EXERCISE OBJECTIVE: Show every line of the data that includes the word "canvas".

DATASET RECORDS:
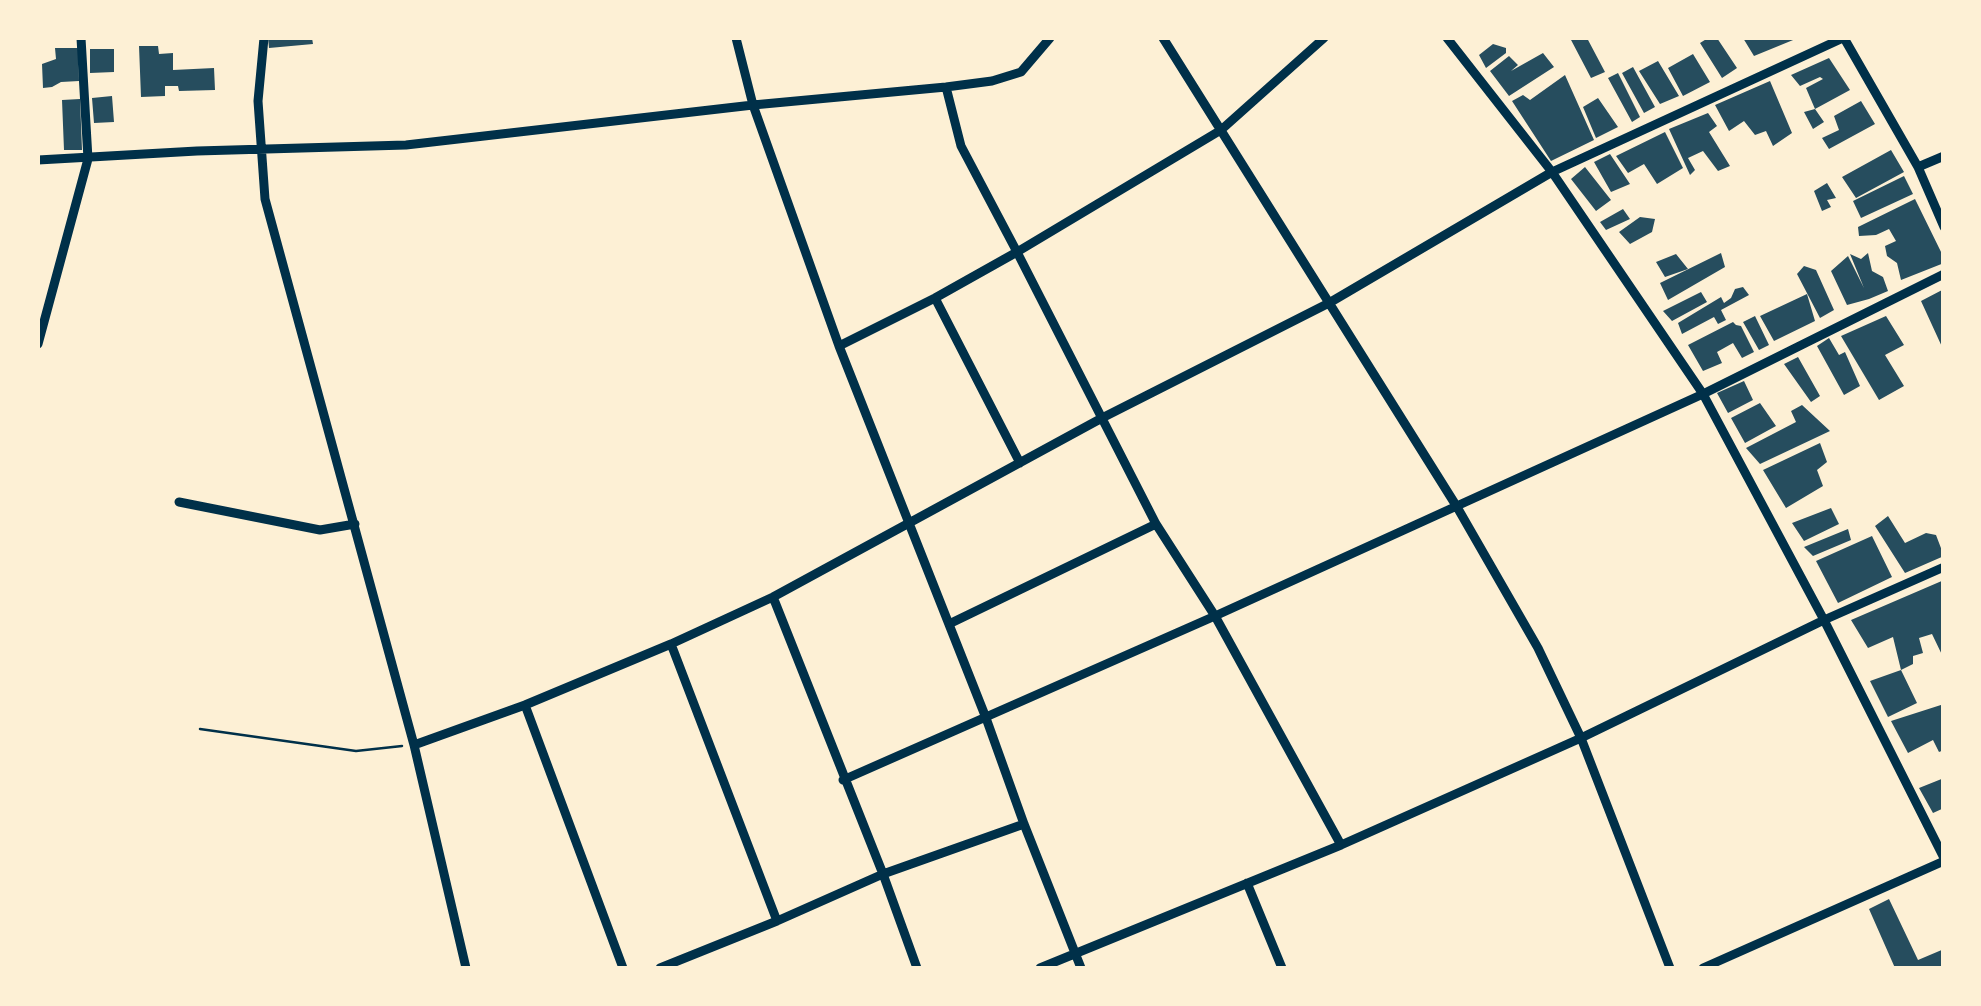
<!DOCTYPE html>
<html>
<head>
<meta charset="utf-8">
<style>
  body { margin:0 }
  #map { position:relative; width:1981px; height:1006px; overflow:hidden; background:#fdf0d5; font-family:Spectral,serif }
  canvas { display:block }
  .frame { position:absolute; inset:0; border:40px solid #fdf0d5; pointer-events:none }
</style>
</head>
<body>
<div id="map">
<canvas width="1981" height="1006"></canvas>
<div class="frame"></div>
</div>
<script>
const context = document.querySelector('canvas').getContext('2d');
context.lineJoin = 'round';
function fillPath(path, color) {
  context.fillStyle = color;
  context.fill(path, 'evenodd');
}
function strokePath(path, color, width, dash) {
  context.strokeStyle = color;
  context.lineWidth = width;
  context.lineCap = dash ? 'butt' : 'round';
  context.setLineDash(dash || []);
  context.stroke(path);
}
fillPath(new Path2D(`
  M268 38H312L313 44 269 48Z
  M1570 38H1587L1605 72 1591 78Z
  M1708 38H1717L1737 68 1722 78 1700 43Z
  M1743 38H1798L1754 56Z
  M1493 44 1506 48V53L1486 68 1479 55Z
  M139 46H158L159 54 173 53V70L214 68 215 90 179 91 178 86H165V96L141 97Z
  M55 48H78L79 81 61 82 52 87 43 88 42 64 56 59Z
  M90 49H114V72L90 73Z
  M1543 53 1554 67 1509 96 1490 71 1509 56 1518 65 1511 71Z
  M1693 54 1710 82 1683 96 1668 68Z
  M1829 58 1850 90 1815 109 1824 122 1813 129 1804 112 1815 109 1806 88 1823 79 1820 77 1800 86 1791 75Z
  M1658 61 1679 96 1660 104 1639 71Z
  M1633 67 1655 107 1644 113 1622 73Z
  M1618 73 1640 117 1632 122 1608 78Z
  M1565 75 1594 140 1551 161 1512 101 1523 95 1530 100Z
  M1770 81 1792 133 1773 146 1766 131 1755 135 1744 121 1729 131 1715 105Z
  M112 96 114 122 94 123 92 98Z
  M1598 98 1618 127 1596 138 1583 107Z
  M80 99 82 150H64L62 100Z
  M1861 101 1875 124 1829 149 1822 138 1839 130 1834 116Z
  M1708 113 1717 126 1709 132 1730 166 1718 171 1703 151 1688 158 1695 170 1690 175 1669 129Z
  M1665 132 1683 168 1657 184 1644 164 1628 173 1616 156Z
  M1891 150 1904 172 1856 198 1842 177Z
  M1610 154 1630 184 1611 192 1594 162Z
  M1585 167 1611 200 1596 211 1571 179Z
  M1904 176 1913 194 1861 218 1853 201Z
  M1827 183 1836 198 1827 200 1831 207 1822 211 1814 191Z
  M1915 199 1944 258V263L1901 280 1897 263 1887 256 1885 246 1896 241 1889 229 1876 235 1859 236 1858 227Z
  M1623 209 1630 219 1606 230 1600 222Z
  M1640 217 1655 219 1652 232 1630 244 1619 232Z
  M1721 253 1725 267 1668 300 1660 283Z
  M1868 253 1872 271 1883 277 1888 291 1869 299 1847 305 1831 271 1848 256 1864 288 1850 254 1861 259Z
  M1676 254 1688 269 1665 277 1656 262Z
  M1804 266 1816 270 1834 310 1820 318 1797 274Z
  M1743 287 1749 295 1721 310 1726 320 1718 324 1714 317 1682 334 1678 323 1721 297 1724 303 1731 298 1735 289Z
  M1944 289V349H1943L1921 301Z
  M1701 292 1707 302 1672 321 1663 311Z
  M1807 294 1815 321 1774 341 1760 316Z
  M1755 316 1769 345 1759 350 1743 322Z
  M1886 316 1904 345 1885 355 1904 386 1879 400 1841 336Z
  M1733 322 1736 325 1741 326 1754 352 1742 358 1733 343 1717 352 1722 363 1703 371 1688 345Z
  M1829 338 1839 355 1845 352 1860 386 1844 395 1817 346Z
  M1798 357 1820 396 1811 402 1784 364Z
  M1744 381 1753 400 1728 413 1717 393Z
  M1760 403 1776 426 1745 443 1731 418Z
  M1802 405 1830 431 1760 464 1746 448 1796 422 1791 411Z
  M1820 443 1827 462 1817 470 1823 486 1786 508 1763 470Z
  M1831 508 1839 524 1804 541 1792 523Z
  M1888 516 1905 543 1926 533 1936 535 1944 556 1905 573 1875 526Z
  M1848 529 1851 540 1813 556 1804 547Z
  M1872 536 1892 577 1838 603 1816 561Z
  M1944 580V659L1932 634 1919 638 1923 653 1913 656V664L1901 670 1893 637 1868 648 1851 620Z
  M1901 670 1917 703 1888 717 1870 681Z
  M1944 704V750L1939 752 1933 740 1908 753 1891 721Z
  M1944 778V808L1933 813 1919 788Z
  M1889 899 1918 960 1944 949V968H1895L1869 909Z`), '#264d5e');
strokePath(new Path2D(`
  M200 729 356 751 402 746`), '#003049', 2.5);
strokePath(new Path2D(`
  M264 38 258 101 265 199 414 745 466 968
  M736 38 753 105 839 346 986 718 1024 824 1081 968
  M1163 38 1457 507 1538 648 1581 738 1670 968
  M1447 38 1552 172 1703 394 1824 620 1944 858
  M1844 38 1918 167 1944 227
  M946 87 961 146 1017 252 1156 524 1215 616 1341 845
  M38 160 197 151 406 145 753 105 946 87 992 81 1021 72 1050 38
  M1918 167 1944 156
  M935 298 1020 463
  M38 344 88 159 81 38
  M839 346 935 298 1017 252 1221 130 1324 38
  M179 502 320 530 355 524
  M773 597 883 874 917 968
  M949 624 1156 524
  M671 644 777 921
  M525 705 623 968
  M414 745 525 705 671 644 773 597 1102 418 1329 303 1552 172 1843 38
  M843 780 1215 616 1703 394 1944 274
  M1247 883 1282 968
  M660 968 777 921 883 874 1024 824
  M1040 968 1341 845 1581 738 1824 620 1944 567
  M1703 968 1944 861`), '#003049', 9);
</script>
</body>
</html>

WORKED SOLUTION:
  canvas { display:block }
<canvas width="1981" height="1006"></canvas>
const context = document.querySelector('canvas').getContext('2d');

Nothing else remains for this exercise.